How is PNH diagnosed

Answer 14

1) Evidence of non-immune mediated haemolysis

2) Evidence of a population of peripheral blood cells deficient in GPI-anchored proteins by routine flow cytometry analysis
(At least two different GPI linked proteins in two different cell lines needed to make diagnosis)
- Red cells identified by CD45 and CD235a characteristics. GPI linked proteins used: CD55 and/ or CD59
- Neutrophils identified by CD15 and side scatter characteristics. GPI linked proteins used: FLAER and CD66b
- Monocytes identified by CD33 and side scatter characteristics.

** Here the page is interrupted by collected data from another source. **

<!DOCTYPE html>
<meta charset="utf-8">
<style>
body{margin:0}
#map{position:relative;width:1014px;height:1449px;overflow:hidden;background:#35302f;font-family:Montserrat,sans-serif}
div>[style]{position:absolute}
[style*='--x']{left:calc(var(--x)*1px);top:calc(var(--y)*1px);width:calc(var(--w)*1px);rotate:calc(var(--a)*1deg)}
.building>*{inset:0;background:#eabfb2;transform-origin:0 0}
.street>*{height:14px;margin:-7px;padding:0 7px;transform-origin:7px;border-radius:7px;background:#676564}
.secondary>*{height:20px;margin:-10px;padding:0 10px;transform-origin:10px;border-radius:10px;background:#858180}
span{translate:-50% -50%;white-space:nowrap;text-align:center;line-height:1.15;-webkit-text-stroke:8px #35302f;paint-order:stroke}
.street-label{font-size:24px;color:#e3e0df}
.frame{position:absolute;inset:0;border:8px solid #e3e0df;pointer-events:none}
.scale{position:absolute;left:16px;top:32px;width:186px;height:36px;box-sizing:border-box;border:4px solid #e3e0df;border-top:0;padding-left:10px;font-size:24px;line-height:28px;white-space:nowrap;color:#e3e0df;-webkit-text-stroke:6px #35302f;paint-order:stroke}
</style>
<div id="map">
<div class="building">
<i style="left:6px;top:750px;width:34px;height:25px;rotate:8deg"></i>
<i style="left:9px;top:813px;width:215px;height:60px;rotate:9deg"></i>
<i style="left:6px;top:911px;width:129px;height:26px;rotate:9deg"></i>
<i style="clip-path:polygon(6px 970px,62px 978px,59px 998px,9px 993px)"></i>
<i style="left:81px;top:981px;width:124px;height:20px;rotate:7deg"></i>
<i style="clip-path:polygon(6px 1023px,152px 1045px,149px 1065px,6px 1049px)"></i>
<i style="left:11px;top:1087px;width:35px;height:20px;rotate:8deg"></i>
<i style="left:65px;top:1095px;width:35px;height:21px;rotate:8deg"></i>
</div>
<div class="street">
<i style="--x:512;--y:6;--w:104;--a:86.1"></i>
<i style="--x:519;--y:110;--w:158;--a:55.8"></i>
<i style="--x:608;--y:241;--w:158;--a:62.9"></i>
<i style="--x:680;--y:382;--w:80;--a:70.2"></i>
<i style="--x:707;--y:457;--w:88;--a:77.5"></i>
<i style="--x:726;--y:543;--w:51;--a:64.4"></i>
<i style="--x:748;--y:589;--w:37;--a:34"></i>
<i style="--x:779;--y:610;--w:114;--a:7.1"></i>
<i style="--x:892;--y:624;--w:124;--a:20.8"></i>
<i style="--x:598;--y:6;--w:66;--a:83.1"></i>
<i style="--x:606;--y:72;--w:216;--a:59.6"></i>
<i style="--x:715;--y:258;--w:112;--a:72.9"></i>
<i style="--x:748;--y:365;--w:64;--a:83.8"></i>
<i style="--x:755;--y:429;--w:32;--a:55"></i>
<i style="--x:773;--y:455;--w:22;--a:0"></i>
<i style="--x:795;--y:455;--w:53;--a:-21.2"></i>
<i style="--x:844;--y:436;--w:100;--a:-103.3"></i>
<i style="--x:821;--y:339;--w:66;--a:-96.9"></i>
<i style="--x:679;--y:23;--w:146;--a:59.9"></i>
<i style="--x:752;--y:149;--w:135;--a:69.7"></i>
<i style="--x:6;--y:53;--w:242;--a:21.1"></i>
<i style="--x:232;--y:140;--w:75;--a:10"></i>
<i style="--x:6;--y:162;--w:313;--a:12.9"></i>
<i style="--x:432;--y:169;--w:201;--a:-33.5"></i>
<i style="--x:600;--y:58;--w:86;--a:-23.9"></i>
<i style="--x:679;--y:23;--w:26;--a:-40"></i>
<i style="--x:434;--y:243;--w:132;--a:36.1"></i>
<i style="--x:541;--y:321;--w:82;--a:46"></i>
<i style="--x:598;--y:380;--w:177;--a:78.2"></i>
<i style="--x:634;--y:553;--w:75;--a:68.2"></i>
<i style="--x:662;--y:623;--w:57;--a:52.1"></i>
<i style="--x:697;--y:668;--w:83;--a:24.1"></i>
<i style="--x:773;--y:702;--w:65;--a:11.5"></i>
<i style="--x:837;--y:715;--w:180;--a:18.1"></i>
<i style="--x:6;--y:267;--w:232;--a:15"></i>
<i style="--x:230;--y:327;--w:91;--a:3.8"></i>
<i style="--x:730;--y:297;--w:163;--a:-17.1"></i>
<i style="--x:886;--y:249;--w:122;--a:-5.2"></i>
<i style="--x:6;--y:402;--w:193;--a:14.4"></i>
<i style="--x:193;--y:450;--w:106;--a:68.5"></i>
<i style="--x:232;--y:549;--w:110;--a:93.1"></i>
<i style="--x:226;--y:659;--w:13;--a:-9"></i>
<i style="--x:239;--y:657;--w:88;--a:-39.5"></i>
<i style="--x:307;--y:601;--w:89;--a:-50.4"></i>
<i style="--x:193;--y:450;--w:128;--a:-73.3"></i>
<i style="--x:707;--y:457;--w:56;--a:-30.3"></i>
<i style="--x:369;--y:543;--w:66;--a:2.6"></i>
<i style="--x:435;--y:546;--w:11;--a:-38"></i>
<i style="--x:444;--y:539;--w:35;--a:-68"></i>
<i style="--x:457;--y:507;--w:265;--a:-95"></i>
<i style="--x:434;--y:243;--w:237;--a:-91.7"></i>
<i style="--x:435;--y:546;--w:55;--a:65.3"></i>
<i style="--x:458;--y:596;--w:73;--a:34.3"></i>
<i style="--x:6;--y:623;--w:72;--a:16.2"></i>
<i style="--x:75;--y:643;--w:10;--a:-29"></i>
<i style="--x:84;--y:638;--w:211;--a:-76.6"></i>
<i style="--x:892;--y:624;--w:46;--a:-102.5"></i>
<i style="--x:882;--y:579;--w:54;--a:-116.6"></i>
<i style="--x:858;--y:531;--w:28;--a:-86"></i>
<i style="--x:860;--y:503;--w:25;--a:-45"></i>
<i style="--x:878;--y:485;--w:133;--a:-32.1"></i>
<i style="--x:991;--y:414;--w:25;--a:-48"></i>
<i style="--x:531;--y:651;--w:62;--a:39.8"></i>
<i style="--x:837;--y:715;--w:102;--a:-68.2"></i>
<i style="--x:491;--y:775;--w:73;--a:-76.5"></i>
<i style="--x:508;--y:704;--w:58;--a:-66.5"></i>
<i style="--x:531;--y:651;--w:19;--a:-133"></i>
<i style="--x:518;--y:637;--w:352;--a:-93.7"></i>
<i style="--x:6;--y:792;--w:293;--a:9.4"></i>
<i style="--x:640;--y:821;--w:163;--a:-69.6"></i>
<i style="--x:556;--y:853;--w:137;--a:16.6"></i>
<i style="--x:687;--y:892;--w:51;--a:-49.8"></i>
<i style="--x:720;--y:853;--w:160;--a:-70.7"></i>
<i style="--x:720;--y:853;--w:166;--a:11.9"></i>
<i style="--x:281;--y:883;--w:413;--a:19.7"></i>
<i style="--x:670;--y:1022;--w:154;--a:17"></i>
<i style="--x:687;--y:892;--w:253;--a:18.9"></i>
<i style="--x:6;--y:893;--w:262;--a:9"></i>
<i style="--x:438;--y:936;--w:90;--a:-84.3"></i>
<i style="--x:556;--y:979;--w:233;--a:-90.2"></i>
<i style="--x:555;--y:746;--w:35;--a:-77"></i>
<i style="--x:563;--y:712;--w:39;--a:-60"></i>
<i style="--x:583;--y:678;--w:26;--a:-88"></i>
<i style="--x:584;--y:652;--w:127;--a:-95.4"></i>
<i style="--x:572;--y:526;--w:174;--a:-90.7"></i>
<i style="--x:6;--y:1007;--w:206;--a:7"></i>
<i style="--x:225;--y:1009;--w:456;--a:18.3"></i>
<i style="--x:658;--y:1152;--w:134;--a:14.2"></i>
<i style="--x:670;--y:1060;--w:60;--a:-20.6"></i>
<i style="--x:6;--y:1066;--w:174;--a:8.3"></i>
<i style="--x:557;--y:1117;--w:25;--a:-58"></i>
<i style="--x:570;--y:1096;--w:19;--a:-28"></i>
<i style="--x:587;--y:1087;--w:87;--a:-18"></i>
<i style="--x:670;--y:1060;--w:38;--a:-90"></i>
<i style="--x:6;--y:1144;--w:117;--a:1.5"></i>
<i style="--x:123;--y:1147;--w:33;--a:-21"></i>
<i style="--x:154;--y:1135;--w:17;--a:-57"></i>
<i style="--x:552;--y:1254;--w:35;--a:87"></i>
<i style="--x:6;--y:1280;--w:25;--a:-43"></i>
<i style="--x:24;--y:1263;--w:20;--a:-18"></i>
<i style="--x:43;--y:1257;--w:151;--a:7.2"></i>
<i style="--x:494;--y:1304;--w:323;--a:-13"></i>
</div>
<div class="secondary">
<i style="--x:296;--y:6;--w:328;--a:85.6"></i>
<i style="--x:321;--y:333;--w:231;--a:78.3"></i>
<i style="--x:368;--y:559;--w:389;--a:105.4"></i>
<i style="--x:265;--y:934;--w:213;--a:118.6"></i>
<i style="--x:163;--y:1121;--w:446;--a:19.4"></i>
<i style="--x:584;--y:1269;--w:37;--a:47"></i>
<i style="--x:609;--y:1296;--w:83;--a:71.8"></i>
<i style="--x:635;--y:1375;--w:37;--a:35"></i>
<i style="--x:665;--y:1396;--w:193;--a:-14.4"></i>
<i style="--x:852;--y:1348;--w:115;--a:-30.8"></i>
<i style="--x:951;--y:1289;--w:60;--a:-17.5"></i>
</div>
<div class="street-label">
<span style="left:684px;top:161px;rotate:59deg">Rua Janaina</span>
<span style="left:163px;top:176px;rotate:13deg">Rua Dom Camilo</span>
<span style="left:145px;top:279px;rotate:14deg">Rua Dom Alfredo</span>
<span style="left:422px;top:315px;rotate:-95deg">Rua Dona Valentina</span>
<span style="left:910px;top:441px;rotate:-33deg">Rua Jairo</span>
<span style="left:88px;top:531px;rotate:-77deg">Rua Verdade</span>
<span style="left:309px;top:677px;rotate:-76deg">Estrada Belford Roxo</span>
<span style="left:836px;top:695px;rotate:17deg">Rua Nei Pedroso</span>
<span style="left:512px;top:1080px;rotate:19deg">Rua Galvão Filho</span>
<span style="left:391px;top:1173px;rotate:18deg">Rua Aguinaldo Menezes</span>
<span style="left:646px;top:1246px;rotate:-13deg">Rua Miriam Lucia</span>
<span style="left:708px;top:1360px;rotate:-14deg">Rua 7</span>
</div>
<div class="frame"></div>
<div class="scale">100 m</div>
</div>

GPI linked proteins used: FLAER and CD14

3) Bone marrow biopsy to determine if there is an underlying associated haematological disorder

Question 15

What are the three different types of PNH

Answer 15

1) Classic PNH (Red cell haemolysis with release of free haemoglobin, NO depletion and thrombosis due to complement activation)
2) PNH associated with a haematological disorder (AA, MDS, PMF)
3) Subclinical PNH (clone present, no evidence of haemolysis)

Question 16

What is the HAM test

Answer 16

Used to identify the presence of type II and III RBC and therefore confirm the presence of a PNH clone.
Used in centres without easy access to flow cytometry

• Patients RBC mixed (at 37deg) with normal serum that has been acidified to optimise complement activation and therefore haemolysis
• Incubated for 1 hour, centrifuged then the degree of haemolysis read on a spectrometer at 540nm
• Magnesium can be added to aid complement activation “the modified HAMs test”
• Correlates well with flow only if type III cells predominate and the clone is <20%, otherwise tends to underestimate clone size.